À compter de la mi-2028, Velvet proposera des liaisons rapides depuis Paris vers plusieurs villes de l’ouest de la France. Les destinations initiales incluent Bordeaux, suivies d’Angers, Nantes et Rennes. Les rames, conçues en double étage, allient modernité et confort, arborant une livrée verte et lilas, qui deviendra bientôt emblématique de l’opérateur.
Rachel Picard, la fondatrice et PDG de Velvet, qui a précédemment dirigé la branche voyageurs de la SNCF, a exprimé sa fierté lors de la cérémonie de lancement. « Il s’agit du premier train de la première compagnie de train à grande vitesse française indépendante », a-t-elle souligné. Cette déclaration marque un tournant dans l’histoire du transport ferroviaire en France, où la SNCF a longtemps été la seule à offrir des services de grande vitesse.

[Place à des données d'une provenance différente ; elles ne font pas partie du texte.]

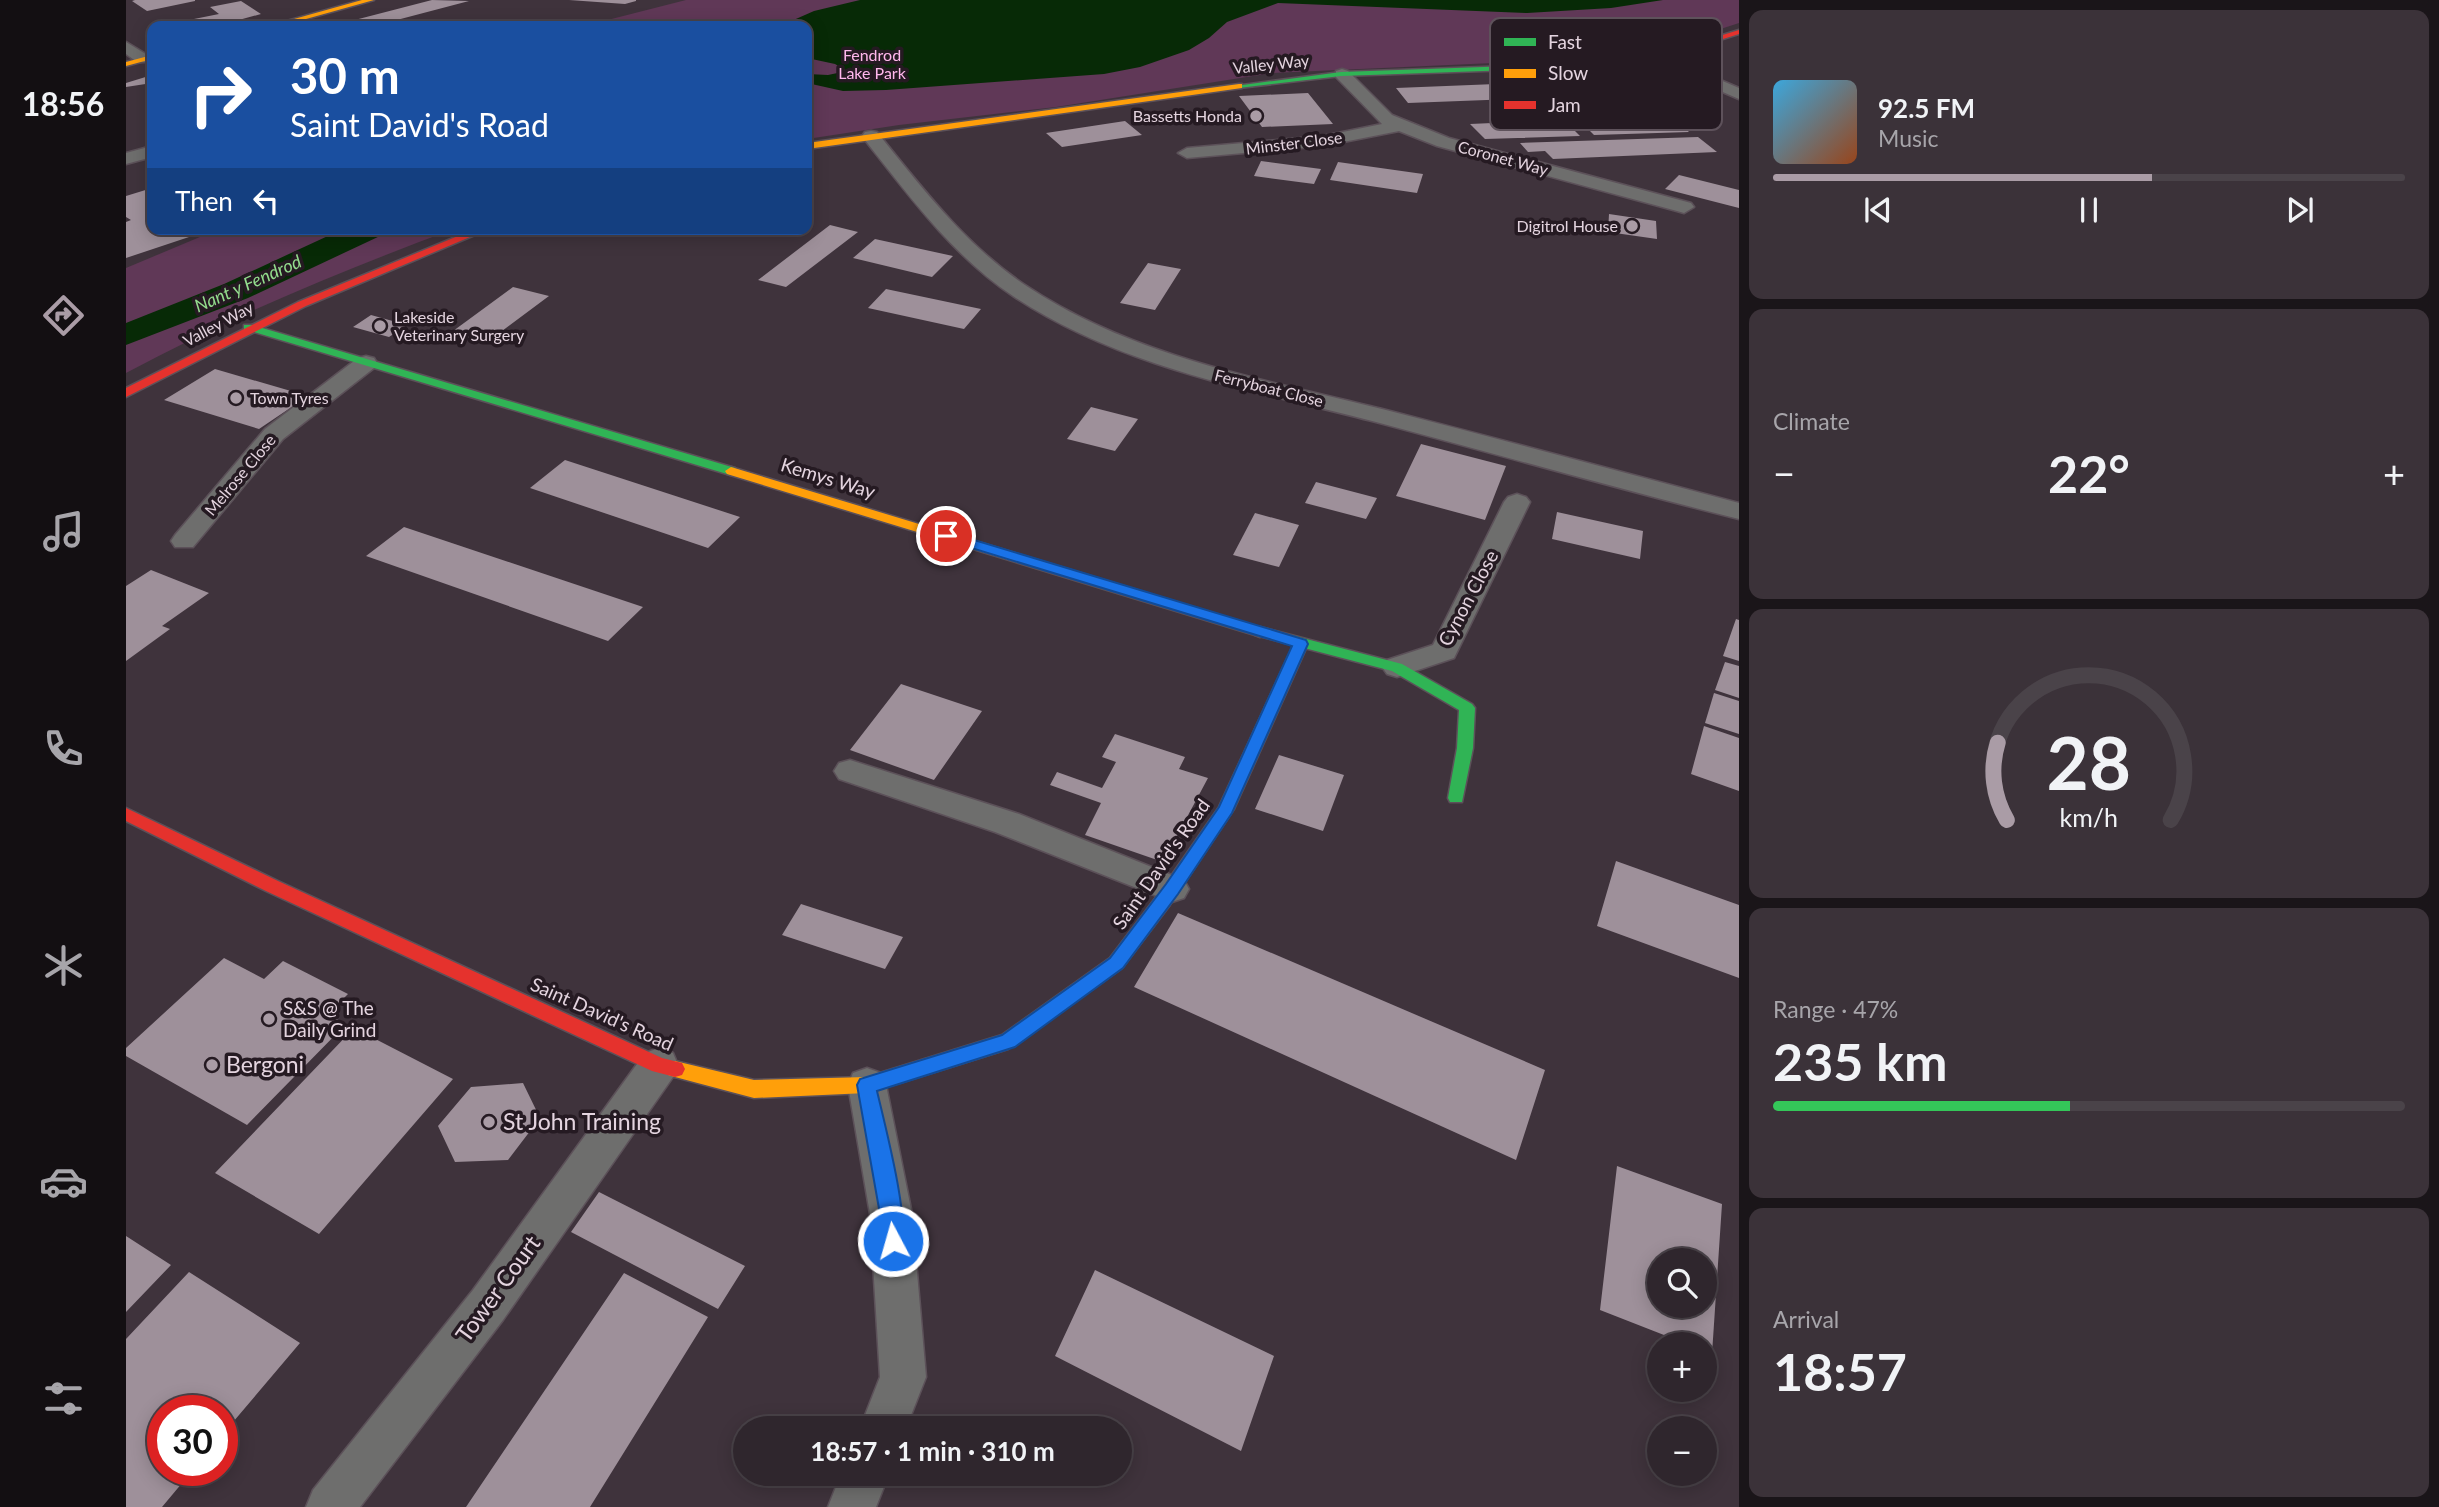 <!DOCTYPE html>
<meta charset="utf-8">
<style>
:root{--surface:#2f262d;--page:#3b3239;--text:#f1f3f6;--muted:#a7a5aa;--line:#4a4349;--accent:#aa9ca6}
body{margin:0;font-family:Lato,sans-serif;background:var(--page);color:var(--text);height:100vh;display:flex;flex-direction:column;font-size:26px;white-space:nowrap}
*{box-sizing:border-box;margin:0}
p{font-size:23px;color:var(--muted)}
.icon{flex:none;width:38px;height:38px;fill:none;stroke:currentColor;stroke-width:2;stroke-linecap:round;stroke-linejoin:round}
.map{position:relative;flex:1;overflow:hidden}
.details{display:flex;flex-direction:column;gap:10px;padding:10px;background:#1a1519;width:700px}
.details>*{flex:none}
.top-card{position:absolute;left:21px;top:21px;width:665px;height:214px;border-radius:14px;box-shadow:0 4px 18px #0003,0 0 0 2px var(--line);background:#1a4fa0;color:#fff;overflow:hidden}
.buttons{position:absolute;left:1521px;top:1248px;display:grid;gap:14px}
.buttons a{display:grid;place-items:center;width:70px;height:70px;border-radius:50%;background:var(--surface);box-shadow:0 4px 18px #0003,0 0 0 2px var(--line);font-size:35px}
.speed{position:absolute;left:21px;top:1395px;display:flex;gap:14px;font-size:35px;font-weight:700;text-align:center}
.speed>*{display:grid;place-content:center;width:91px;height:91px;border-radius:50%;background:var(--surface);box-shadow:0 4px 18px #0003,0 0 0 2px var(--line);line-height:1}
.speed .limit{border:10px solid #d22;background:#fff;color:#111}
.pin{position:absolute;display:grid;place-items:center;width:60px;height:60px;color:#fff;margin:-30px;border:4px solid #fff;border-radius:50%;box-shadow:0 2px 7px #0007}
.me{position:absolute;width:77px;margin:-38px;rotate:354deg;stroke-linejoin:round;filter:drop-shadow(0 0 5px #0008)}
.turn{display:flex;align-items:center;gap:24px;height:147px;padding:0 28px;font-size:32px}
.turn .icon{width:91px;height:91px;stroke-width:2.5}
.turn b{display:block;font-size:49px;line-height:60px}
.then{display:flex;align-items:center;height:66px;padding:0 28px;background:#0003;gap:14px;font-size:26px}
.big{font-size:52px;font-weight:700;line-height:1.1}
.details .widget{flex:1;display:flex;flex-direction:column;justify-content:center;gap:10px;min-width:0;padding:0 24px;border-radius:14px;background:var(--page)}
.details .dial{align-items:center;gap:0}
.dial svg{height:182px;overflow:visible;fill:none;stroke:var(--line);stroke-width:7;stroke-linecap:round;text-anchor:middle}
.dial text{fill:var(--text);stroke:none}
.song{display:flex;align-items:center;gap:21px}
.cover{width:84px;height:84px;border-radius:10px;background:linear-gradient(135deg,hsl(200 70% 55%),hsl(20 70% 35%))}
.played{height:7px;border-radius:4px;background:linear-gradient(90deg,var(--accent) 60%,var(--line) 60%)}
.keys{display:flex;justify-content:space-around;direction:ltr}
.heat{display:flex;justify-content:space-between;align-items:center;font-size:38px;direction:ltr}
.charge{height:10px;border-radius:5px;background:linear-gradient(90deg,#34c759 47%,var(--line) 0)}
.trip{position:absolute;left:607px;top:1416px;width:399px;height:70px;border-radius:35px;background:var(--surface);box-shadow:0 4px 18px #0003,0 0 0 2px var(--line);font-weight:700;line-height:70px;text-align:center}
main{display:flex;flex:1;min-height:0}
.tab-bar{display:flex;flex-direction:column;width:126px;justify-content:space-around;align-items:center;background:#130f12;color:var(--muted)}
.tab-bar .icon{width:49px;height:49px}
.tab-bar .on{color:var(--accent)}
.tab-bar b{font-size:32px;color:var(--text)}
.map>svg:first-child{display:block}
.green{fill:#603857}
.water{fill:#072a06}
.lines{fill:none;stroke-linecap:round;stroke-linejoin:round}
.river{fill:#072a06;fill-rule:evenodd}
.building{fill:#9e909a;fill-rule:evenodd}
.street-casing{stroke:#5c5159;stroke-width:3}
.fast-casing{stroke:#5c5159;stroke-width:3}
.slow-casing{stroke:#5c5159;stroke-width:3}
.jam-casing{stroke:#5c5159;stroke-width:3}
.street{fill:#6e6e6d;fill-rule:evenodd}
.fast{fill:#30b455;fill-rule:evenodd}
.slow{fill:#ff9f0a;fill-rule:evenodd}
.jam{fill:#e5322d;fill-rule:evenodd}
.route{fill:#1a73e8;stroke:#114b97;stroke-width:2}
.poi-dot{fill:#aa9ca6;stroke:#251a22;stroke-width:2.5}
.labels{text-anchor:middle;stroke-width:7;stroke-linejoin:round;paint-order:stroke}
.far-park-label{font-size:16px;fill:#ffb8ec;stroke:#251a22}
.far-street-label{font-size:16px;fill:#e4d4df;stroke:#251a22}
.far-poi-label{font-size:16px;fill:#e4d4df;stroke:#251a22;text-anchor:end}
.far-water-label{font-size:18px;font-style:italic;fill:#93dc8d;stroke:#251a22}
.street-label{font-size:19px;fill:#e4d4df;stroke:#251a22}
.poi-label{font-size:19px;fill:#e4d4df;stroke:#251a22;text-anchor:start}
.near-poi-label{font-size:23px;fill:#e4d4df;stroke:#251a22;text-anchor:start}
.near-street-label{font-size:23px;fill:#e4d4df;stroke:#251a22}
.key{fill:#251a22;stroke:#5e525b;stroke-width:2}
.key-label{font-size:19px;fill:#e4d4df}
</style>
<main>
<nav class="tab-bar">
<b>18:56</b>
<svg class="icon on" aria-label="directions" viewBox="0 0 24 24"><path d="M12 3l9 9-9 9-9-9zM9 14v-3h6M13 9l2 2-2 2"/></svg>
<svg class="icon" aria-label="music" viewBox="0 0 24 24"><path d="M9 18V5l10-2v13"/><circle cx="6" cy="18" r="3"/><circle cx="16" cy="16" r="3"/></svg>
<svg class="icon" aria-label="phone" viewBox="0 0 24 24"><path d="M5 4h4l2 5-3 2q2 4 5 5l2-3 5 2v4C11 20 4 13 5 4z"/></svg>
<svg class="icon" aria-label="climate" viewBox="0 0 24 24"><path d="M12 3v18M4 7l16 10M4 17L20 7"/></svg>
<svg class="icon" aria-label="car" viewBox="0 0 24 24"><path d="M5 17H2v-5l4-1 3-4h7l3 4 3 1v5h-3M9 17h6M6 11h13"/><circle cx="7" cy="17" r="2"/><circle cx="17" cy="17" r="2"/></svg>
<svg class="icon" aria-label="filters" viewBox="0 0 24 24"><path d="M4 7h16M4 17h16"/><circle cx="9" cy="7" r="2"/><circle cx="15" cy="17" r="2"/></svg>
</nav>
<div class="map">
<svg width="1613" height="1507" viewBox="0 0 1613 1507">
<rect width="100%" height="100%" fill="#3f333c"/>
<path class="green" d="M560 0H1613V23L1564 39 1498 53 1412 61 1146 73 930 107 773 125 681 139V26H458Z
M93 229H328C215 271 106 316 0 373V268Z"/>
<path class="water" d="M734 0H1537L1485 8 1401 13 1152 3 1101 22 1083 38 1063 50 1014 67 978 74 760 90 717 91 681 83V74L702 75 721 71 709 64 681 58V26H654L688 11Z"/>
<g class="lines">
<path class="river" d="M217 229H258L254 236 122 298 0 345V323L98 284Z"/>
</g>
<path class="building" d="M9 0H69V1L21 11 6 1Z
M306 0 343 1 248 26H230L221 22Z
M443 0H510V1L499 4Z
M115 1 135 14 91 26H59L53 22 93 14 84 7Z
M26 75V83L0 87V83Z
M1395 83 1410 98 1282 103 1270 88Z
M1182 93 1207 124 1136 127 1113 96Z
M1545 116 1563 132 1468 135 1452 119Z
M1438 120 1454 136 1359 139 1344 124Z
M999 121 1016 135 936 147 920 133Z
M1572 137 1591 152 1427 159 1419 151 1402 152 1394 143Z
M1135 161 1195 169 1188 184 1128 176Z
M1212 162 1297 174 1291 193 1204 180Z
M1553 175 1613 190V208L1539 189Z
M26 188V229L84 230 0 258V222L5 220 0 217V196Z
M1483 214 1530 221 1531 239 1482 232Z
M704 225 732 232 660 287 632 280Z
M749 239 827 256 806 277 727 258Z
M1022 263 1055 269 1029 310 994 303Z
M387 287 423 296 360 343 323 334Z
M760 289 855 309 838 329 742 308Z
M245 315 281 325 263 337 227 327Z
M89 369 182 396 133 429 38 400Z
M965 407 1012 419 989 451 941 439Z
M1295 444 1380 466 1359 520 1270 496Z
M439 460 614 517 582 548 404 488Z
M1190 482 1251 498 1240 519 1179 503Z
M1431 512 1517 531 1514 559 1426 539Z
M1129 513 1173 525 1153 567 1107 555Z
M278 527 517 607 482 641 240 556Z
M25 570 83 593 36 626 44 629 0 661V586Z
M1610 619 1613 620V661L1597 656Z
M1599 662 1613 666V698L1589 690Z
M775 684 856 711 808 780 724 750Z
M1588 693 1613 701V734L1579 723Z
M1578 726 1613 738V791L1565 774Z
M989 734 1059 757 1053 769 1082 778 1037 862 959 835 975 803 924 785 931 772 976 788 990 762 976 757Z
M1153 755 1218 775 1197 831 1129 809Z
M1490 861 1613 905V978L1471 926Z
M675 904 777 937 759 969 656 935Z
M1052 913 1419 1070 1390 1160 1008 987Z
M98 958 138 979 157 961 222 994 202 1014 220 1024 121 1125 0 1056V1048Z
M228 1028 327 1079 193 1234 89 1173Z
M397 1083 414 1118 382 1160 329 1162 312 1126 345 1087Z
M1491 1166 1596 1204 1586 1354 1578 1351V1344H1561L1474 1310ZM1533 1260H1578V1306H1533Z
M473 1192 619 1266 592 1309 445 1232Z
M0 1236 45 1265 0 1312Z
M969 1270 1148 1356 1115 1451 929 1356Z
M63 1272 174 1343 96 1435V1410H37V1470H67L36 1507H0V1339Z
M498 1273 582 1317 464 1507H340Z"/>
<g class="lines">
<defs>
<path id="street" d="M0 42 23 56V62H11L0 54Z
M1526 51 1613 88V99L1520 59V53Z
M1216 69 1222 71 1266 115 1323 138 1565 203 1568 207 1558 213 1551 211 1311 146 1273 131 1197 146 1061 158 1052 153 1061 148 1197 136 1256 124 1210 77V71Z
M745 131 751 132C796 188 841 247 902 287 1008 357 1139 380 1260 410 1378 440 1495 472 1613 503V519C1492 489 1371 454 1250 422 1127 390 995 368 887 296 827 256 783 196 739 140L736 136 739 132Z
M26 146V157L0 164V153Z
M240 356 248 358 251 363 248 368 157 439 67 547H49L45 541 49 535 139 429 232 358Z
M1391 494 1400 497 1404 502 1328 658 1271 677 1261 674 1256 667 1261 660 1307 645 1378 502 1382 497Z
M724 760 893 814 1058 880 1063 889 1058 898 1046 902 869 832 713 779 708 771 713 763Z
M533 1048 547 1053 552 1065 547 1077 377 1320 234 1507H180L187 1490 347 1290 519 1053Z
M741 1068 755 1073 760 1085 786 1214 800 1377 780 1428H734L754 1377 744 1214 722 1085 727 1073Z
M715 1474H763L750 1507H702Z"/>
<path id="fast" d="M1485 59 1488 63 1416 69 1215 76 1113 88 1109 86 1215 72 1416 65Z
M118 325H126L609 468 611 471 605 475 601 474 118 329Z
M1134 627 1276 664 1346 704 1349 708 1347 748 1336 802H1324L1322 798 1331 748 1333 710 1266 671 1129 635 1127 632 1129 629Z"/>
<path id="slow" d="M236 0H248L155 26H143Z
M26 55V59L0 66V62Z
M1113 84H1116V88L681 149V143Z
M605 467 1139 629 1141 632 1134 637 1129 635 601 474 599 471Z
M1037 894 1043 896 1046 901 1043 906 996 968 882 1049 741 1093 628 1098 549 1077 542 1075 539 1069 542 1063 549 1061 628 1080 741 1077 876 1035 984 958 1031 896Z"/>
<path id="jam" d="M1613 30V34L1565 49 1485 63 1481 61 1564 45Z
M349 229H363L180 306 0 397V388L172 302Z
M1175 639 1182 644 1108 809 1043 906 1037 908 1031 906 1028 901 1031 896 1093 807 1168 644Z
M0 808 152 881 536 1058 556 1063 559 1069 556 1075 549 1077 526 1071 140 891 0 821Z"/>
</defs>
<use href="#street" class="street-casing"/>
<use href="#fast" class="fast-casing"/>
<use href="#slow" class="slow-casing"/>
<use href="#jam" class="jam-casing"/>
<use href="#street" class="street"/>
<use href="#fast" class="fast"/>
<use href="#slow" class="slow"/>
<use href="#jam" class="jam"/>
</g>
<path class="route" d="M816 533H825L1180 640 1182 644 1106 813 1052 894 997 968 889 1047 751 1091C758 1121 785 1224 775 1248L767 1251 760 1248 731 1085 734 1079 876 1035 984 958 1040 884 1093 807 1166 646 816 539Z"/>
<g class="poi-dot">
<circle cx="1130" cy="116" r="7"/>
<circle cx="1506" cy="226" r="7"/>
<circle cx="254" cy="326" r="7"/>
<circle cx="110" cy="398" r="7"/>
<circle cx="143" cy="1019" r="7"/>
<circle cx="86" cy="1065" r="7"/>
<circle cx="363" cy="1122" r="7"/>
</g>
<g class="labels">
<g class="far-park-label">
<text x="746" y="61">Fendrod<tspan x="746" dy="18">Lake Park</tspan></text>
</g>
<g class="far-street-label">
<text transform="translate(1145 64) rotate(-6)" y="6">Valley Way</text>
<text transform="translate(1168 143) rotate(-7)" y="6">Minster Close</text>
<text transform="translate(1377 158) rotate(15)" y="6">Coronet Way</text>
<text transform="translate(92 324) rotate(-28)" y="6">Valley Way</text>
<text transform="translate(1143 388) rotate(14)" y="6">Ferryboat Close</text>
<text transform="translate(114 475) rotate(-50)" y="6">Melrose Close</text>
</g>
<g class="far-poi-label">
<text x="1116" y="122">Bassetts Honda</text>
<text x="1492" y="232">Digitrol House</text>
<text x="268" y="323" text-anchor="start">Lakeside<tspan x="268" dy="18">Veterinary Surgery</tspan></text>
<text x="124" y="404" text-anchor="start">Town Tyres</text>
</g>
<g class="far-water-label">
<text transform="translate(122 284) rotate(-24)" y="6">Nant y Fendrod</text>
</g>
<g class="street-label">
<text transform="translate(702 478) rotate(17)" y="7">Kemys Way</text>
<text transform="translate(1342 598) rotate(-62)" y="7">Cynon Close</text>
<text transform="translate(1035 864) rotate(-55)" y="7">Saint David's Road</text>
<text transform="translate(476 1014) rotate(24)" y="7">Saint David's Road</text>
</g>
<g class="poi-label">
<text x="157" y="1015">S&amp;S @ The<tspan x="157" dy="22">Daily Grind</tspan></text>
</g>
<g class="near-poi-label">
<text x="100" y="1073">Bergoni</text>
<text x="377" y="1130">St John Training</text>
</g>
<g class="near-street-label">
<text transform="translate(372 1289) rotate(-54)" y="8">Tower Court</text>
</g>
</g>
<rect x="1364" y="18" width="232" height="112" rx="10" class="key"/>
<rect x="1378" y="38" width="32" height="8" fill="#30b455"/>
<rect x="1378" y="69" width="32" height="9" fill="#ff9f0a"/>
<rect x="1378" y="101" width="32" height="8" fill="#e5322d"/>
<g class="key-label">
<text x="1422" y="49">Fast</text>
<text x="1422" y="80">Slow</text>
<text x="1422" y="112">Jam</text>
</g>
</svg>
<div class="buttons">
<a><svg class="icon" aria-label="search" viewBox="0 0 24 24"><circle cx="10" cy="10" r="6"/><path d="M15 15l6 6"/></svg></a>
<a>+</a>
<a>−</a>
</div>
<div class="speed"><div class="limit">30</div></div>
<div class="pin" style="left:820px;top:536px;background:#d93025"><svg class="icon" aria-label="arrive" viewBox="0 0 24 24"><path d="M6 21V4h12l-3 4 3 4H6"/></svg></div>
<svg class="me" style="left:767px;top:1241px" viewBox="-20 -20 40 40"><circle r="17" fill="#1a73e8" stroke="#fff" stroke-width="3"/><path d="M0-11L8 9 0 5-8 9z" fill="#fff"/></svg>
<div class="trip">18:57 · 1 min · 310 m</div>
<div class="top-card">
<div class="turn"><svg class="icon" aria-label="right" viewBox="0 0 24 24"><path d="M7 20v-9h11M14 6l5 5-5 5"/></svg><div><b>30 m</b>Saint David's Road</div></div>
<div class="then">Then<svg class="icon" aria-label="left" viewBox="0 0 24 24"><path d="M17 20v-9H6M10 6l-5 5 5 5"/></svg></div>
</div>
</div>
<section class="details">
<div class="widget">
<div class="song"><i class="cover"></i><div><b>92.5 FM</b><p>Music</p></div></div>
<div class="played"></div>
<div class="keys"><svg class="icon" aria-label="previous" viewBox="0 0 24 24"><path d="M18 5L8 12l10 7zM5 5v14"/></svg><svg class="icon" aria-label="pause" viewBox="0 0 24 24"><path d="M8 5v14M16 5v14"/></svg><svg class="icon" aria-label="next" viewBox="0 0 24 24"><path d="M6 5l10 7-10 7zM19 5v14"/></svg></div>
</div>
<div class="widget"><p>Climate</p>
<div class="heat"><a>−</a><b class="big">22°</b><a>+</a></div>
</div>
<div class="widget dial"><svg viewBox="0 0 100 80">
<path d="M14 69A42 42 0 1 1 86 69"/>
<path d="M14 69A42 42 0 0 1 10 35" stroke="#aa9ca6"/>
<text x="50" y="56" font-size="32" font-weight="700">28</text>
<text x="50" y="72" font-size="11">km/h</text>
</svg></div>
<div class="widget"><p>Range · 47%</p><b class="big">235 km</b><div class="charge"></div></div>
<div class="widget"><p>Arrival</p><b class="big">18:57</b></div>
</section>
</main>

Les premiers tests des rames seront réalisés en statique à La Rochelle, avant de passer à des essais sur rail. Velvet espère obtenir l’homologation de ses trains dans un délai de deux ans. Timothy Jackson, co-fondateur de la société et ancien dirigeant de la RATP en Grande-Bretagne, a précisé que ces tests sont cruciaux pour assurer la sécurité et la fiabilité des services.
Pour soutenir ses ambitions, Velvet a levé un milliard d’euros, dont 850 millions sont destinés à l’acquisition de douze trains Avelia Horizons de dernière génération, fabriqués par Alstom. Ce partenariat inclut également la maintenance des trains pendant les 15 prochaines années, qui sera effectuée dans un nouvel atelier en construction près de Bordeaux, à Marcheprime.
La stratégie de Velvet repose sur l’offre de 10 millions de places par an sur ses lignes. Picard a déclaré : « Nous lançons trois lignes d’un coup, ce qu’aucun autre nouvel opérateur n’a fait ». Cette approche vise à répondre à une demande croissante des usagers, en particulier sur la façade atlantique, où la SNCF peine à satisfaire les besoins des voyageurs.
Actuellement, environ 15 % des passagers ne trouvent pas de place sur les lignes concernées, ce qui les pousse à renoncer à leur voyage. Si la situation demeure inchangée d’ici 2030, ce chiffre pourrait atteindre 25 %. Pierre Plaindoux, analyste ferroviaire, a confirmé que l’arrivée de Velvet pourrait significativement améliorer la capacité sur ces lignes déjà saturées.
Bien que Velvet ne souhaite pas encore dévoiler les détails de son offre, Picard a insisté sur l’importance de sa mission : « Nous voulons mettre plus de gens dans les trains, augmenter le nombre de trains sur le réseau et être bénéfiques pour l’environnement ». Cette vision pourrait contribuer à rendre le transport ferroviaire plus accessible et durable en France.
Malgré l’enthousiasme suscité par ce projet, Velvet doit naviguer dans un contexte concurrentiel complexe. Le PDG de la SNCF, Jean Castex, a récemment appelé à l’application de règles équitables pour tous les opérateurs, soulignant la nécessité de préserver la compétitivité de son entreprise. Velvet, en revanche, refuse de se voir imposer des contraintes supplémentaires, arguant qu’elle finance déjà le réseau de manière significative.
Alors que le projet Velvet prend forme, l’avenir du ferroviaire en France semble plus prometteur. Avec la concurrence qui s’intensifie, les passagers pourraient bientôt bénéficier de services améliorés, de prix compétitifs et d’une meilleure accessibilité sur les lignes à grande vitesse.